> [What to work on]: Output the listing below verbatim, but drop the images.

Information shown Start Marker

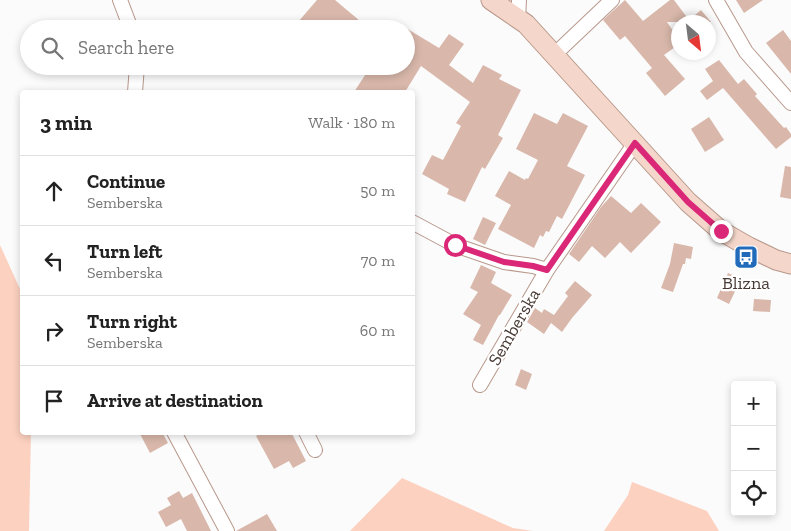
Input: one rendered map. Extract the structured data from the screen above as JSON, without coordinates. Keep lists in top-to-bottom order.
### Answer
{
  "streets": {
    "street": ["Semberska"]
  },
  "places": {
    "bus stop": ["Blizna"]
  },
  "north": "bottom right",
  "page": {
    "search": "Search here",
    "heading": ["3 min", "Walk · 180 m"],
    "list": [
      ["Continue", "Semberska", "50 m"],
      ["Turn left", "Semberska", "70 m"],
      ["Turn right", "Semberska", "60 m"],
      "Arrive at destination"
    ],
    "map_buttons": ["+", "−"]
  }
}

Information shown End Marker

> [The answer]:
Input: one rendered map. Extract the structured data from the screen above as JSON, without coordinates. Keep lists in top-to-bottom order.
### Answer
{
  "streets": {
    "street": ["Semberska"]
  },
  "places": {
    "bus stop": ["Blizna"]
  },
  "north": "bottom right",
  "page": {
    "search": "Search here",
    "heading": ["3 min", "Walk · 180 m"],
    "list": [
      ["Continue", "Semberska", "50 m"],
      ["Turn left", "Semberska", "70 m"],
      ["Turn right", "Semberska", "60 m"],
      "Arrive at destination"
    ],
    "map_buttons": ["+", "−"]
  }
}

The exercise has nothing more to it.